Stored data entries
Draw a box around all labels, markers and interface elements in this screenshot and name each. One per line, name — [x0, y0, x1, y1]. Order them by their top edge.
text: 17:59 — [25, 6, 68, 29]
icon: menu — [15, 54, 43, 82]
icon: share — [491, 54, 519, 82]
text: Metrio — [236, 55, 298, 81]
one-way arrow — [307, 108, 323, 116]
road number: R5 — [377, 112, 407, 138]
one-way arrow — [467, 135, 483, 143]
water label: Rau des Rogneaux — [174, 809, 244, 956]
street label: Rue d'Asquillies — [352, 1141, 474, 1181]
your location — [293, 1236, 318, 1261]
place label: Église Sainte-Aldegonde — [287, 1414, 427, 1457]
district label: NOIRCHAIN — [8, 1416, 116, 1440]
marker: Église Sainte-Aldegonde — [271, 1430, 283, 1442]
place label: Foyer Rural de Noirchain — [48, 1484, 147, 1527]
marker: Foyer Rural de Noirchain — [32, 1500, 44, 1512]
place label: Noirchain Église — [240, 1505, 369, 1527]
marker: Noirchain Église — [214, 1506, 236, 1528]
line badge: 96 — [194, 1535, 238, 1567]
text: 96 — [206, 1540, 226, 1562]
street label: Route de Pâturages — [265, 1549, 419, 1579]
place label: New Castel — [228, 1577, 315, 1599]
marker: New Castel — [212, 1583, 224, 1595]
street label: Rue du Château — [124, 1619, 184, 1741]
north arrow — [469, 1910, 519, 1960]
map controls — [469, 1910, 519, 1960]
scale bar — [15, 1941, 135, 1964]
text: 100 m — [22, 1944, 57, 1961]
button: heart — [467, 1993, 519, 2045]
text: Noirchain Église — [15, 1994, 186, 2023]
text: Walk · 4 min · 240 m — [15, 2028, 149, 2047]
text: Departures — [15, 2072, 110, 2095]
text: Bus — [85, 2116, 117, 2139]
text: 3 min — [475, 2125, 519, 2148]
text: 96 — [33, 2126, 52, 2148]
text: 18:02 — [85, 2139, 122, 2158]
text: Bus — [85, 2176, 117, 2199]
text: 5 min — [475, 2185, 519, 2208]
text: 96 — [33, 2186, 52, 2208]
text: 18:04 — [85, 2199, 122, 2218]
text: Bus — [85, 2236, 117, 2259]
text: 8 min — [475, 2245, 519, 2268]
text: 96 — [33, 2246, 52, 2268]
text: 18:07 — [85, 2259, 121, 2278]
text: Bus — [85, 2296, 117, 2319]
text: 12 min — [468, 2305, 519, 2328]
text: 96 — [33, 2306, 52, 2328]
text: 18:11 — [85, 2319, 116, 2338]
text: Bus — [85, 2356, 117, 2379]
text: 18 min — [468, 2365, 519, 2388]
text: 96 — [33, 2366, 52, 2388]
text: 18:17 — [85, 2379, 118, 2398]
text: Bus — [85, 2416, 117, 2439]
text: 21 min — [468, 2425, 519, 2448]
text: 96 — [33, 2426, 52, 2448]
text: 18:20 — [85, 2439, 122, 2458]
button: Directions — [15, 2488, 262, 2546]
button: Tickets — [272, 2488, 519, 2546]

Brief:
Pull every line with the string "Castel" from the data above.

Result of this exercise:
place label: New Castel — [228, 1577, 315, 1599]
marker: New Castel — [212, 1583, 224, 1595]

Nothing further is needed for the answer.